**What to do**
Every line holding "setLineDash" should be copied from the records below.

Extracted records
+===+
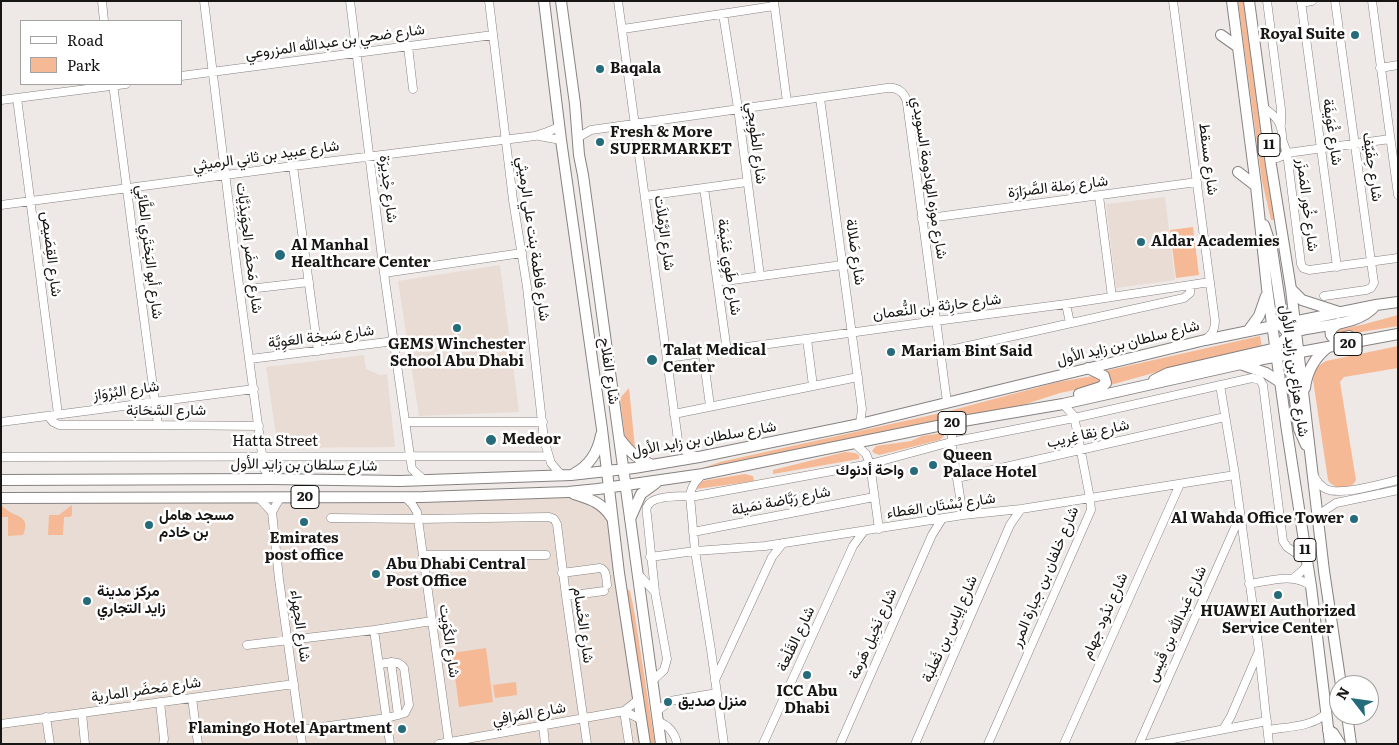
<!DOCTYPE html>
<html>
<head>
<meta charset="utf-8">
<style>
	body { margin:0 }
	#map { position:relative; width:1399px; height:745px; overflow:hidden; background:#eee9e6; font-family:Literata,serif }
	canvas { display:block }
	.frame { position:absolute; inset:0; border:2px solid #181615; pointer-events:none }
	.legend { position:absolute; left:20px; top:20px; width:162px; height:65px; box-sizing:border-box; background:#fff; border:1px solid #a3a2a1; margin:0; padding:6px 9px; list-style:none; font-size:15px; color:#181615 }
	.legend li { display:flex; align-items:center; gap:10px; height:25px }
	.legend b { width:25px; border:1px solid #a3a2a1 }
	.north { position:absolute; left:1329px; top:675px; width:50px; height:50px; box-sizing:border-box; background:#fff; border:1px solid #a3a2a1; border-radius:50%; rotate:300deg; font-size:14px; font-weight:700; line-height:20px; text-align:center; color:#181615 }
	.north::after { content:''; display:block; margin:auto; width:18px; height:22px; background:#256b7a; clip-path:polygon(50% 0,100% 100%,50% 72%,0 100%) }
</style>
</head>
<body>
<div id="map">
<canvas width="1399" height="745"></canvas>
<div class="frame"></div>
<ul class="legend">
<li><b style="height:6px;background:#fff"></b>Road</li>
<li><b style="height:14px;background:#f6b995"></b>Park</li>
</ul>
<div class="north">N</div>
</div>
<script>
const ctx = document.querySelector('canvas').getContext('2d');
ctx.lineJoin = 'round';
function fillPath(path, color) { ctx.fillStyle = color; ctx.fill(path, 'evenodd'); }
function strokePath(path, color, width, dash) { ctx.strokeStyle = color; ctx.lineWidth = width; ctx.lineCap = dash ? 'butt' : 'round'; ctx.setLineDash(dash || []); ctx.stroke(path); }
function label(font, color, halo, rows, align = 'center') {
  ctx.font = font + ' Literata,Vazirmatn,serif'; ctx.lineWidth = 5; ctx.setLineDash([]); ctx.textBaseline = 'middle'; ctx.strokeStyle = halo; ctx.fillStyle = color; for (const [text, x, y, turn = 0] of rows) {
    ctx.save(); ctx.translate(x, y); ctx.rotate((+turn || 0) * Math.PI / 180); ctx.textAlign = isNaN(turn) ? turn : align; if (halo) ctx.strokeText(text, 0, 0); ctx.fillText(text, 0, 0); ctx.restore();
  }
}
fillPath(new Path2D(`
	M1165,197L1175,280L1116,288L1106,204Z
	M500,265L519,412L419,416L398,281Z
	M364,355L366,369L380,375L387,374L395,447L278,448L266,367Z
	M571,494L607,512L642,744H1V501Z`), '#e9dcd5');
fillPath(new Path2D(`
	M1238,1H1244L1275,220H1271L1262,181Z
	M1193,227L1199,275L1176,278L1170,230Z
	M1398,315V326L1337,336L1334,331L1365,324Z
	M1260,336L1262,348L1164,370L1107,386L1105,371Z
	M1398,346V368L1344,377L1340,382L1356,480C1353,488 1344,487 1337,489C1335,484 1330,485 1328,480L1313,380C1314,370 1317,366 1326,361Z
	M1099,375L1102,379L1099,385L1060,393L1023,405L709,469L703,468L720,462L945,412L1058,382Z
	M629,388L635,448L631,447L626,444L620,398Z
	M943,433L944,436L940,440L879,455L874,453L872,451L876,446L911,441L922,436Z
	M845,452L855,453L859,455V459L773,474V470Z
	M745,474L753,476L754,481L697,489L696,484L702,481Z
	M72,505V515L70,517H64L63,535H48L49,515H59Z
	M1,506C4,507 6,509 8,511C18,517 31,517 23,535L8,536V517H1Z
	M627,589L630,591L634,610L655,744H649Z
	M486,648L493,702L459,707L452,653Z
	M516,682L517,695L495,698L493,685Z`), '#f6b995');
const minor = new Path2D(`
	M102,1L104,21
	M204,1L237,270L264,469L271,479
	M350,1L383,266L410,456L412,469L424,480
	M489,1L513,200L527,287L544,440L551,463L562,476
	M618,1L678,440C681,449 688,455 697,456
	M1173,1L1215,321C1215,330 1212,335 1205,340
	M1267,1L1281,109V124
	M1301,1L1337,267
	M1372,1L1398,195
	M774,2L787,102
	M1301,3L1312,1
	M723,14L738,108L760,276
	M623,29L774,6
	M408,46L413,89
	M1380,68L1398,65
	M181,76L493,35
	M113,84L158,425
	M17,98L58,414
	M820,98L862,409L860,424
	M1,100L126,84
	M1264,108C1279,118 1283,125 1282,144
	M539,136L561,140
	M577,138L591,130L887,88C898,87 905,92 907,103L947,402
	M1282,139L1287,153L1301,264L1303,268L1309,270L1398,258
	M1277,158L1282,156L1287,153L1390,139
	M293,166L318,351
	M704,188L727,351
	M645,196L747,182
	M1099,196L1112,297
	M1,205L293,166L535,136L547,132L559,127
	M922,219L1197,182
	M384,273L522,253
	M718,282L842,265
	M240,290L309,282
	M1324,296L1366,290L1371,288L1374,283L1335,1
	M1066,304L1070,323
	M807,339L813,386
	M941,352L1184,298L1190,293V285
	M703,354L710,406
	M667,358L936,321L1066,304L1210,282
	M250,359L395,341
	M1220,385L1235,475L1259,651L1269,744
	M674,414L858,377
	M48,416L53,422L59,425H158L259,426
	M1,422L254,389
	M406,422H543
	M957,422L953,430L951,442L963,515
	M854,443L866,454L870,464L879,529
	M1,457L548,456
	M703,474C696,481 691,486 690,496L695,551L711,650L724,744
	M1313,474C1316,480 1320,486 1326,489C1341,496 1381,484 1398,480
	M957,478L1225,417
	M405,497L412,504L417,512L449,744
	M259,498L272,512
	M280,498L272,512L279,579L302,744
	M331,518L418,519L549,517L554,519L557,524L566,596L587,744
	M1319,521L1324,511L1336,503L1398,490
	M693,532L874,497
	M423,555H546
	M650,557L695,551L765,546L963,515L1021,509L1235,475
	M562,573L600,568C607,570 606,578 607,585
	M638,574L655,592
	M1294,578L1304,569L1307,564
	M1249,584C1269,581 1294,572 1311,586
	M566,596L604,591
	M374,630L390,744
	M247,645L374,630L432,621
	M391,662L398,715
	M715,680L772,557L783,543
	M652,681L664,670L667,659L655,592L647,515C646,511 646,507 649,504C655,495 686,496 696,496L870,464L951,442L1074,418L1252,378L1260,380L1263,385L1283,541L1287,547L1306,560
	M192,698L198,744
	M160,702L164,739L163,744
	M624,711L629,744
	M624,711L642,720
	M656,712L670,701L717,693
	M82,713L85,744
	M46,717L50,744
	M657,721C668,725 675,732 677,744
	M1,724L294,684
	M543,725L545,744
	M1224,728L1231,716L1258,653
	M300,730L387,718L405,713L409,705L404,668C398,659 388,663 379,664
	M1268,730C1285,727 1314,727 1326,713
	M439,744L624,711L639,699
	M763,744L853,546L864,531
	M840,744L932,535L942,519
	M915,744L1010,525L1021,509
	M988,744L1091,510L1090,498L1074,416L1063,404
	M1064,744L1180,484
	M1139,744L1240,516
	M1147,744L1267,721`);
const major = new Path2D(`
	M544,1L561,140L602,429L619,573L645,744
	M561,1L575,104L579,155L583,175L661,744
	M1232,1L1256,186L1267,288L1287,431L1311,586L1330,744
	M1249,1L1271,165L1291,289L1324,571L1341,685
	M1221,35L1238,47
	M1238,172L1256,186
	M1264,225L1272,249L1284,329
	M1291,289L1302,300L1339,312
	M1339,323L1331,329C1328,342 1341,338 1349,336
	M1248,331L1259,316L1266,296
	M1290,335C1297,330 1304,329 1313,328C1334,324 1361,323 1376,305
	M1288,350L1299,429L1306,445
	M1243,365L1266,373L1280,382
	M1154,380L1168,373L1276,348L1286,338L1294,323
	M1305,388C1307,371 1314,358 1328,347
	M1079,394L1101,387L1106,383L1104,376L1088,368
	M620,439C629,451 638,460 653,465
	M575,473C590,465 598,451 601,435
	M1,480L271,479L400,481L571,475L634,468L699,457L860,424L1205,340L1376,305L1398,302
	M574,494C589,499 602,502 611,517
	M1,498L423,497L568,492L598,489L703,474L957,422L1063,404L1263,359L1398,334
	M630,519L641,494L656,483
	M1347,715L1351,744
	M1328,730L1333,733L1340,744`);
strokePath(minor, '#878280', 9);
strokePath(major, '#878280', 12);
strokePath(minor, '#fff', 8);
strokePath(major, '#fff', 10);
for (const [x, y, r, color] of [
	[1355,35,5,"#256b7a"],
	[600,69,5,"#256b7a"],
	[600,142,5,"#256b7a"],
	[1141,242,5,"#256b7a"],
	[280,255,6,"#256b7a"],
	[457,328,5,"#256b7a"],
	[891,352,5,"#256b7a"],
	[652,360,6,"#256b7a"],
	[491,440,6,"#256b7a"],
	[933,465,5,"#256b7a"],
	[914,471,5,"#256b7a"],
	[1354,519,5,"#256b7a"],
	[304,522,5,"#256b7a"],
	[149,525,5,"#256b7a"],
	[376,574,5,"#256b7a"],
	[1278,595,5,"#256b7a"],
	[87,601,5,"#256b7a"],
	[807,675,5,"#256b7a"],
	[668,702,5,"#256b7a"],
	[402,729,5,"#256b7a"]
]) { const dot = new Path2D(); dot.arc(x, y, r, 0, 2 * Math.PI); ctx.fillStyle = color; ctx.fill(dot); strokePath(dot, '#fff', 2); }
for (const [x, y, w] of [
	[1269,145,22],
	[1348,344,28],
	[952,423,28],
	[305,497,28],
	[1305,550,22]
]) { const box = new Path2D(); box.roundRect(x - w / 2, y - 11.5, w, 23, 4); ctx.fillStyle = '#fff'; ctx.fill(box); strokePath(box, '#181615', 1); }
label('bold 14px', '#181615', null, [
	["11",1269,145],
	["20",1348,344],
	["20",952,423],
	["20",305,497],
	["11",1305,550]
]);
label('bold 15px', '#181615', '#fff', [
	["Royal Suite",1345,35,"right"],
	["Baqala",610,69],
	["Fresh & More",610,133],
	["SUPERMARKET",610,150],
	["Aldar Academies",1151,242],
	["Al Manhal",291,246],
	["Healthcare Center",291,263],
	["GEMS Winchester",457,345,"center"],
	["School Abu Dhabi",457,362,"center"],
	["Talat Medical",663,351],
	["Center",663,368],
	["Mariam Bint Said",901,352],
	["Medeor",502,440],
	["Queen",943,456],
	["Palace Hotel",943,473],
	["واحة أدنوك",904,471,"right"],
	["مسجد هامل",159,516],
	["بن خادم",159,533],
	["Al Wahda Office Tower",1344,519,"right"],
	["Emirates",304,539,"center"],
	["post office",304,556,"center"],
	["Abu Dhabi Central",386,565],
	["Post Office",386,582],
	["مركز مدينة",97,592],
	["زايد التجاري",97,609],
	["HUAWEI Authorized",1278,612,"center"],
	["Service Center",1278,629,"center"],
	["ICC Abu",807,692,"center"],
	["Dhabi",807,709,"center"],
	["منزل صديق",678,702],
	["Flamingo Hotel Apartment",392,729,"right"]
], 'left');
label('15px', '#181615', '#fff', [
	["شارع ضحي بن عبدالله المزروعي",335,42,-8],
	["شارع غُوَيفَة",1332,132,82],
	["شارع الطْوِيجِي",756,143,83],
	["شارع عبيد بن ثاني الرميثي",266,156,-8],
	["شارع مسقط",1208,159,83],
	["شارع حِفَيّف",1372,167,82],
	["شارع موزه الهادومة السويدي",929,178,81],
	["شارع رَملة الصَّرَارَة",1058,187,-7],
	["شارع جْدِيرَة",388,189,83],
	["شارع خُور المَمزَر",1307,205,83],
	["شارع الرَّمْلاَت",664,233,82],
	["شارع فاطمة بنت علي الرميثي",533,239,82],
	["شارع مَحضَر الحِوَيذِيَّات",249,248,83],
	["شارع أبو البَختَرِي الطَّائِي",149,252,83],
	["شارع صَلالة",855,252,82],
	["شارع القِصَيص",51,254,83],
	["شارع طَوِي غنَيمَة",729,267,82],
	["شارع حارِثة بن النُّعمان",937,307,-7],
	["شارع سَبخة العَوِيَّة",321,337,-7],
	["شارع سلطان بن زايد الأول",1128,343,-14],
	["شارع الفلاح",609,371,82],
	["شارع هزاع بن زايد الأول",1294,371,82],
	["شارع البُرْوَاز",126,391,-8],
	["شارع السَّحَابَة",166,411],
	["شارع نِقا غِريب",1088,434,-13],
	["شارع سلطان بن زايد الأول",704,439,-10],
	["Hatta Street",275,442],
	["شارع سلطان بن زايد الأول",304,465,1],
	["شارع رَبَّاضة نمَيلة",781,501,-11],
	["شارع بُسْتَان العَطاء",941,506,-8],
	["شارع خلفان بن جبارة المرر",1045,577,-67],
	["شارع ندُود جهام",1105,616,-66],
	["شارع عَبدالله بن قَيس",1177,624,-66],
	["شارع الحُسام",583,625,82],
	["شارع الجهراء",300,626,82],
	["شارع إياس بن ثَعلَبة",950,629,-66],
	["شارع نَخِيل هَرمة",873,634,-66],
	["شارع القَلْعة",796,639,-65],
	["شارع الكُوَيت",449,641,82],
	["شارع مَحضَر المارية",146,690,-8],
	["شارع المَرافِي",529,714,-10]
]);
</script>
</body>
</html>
+===+
**Written response**
function strokePath(path, color, width, dash) { ctx.strokeStyle = color; ctx.lineWidth = width; ctx.lineCap = dash ? 'butt' : 'round'; ctx.setLineDash(dash || []); ctx.stroke(path); }
  ctx.font = font + ' Literata,Vazirmatn,serif'; ctx.lineWidth = 5; ctx.setLineDash([]); ctx.textBaseline = 'middle'; ctx.strokeStyle = halo; ctx.fillStyle = color; for (const [text, x, y, turn = 0] of rows) {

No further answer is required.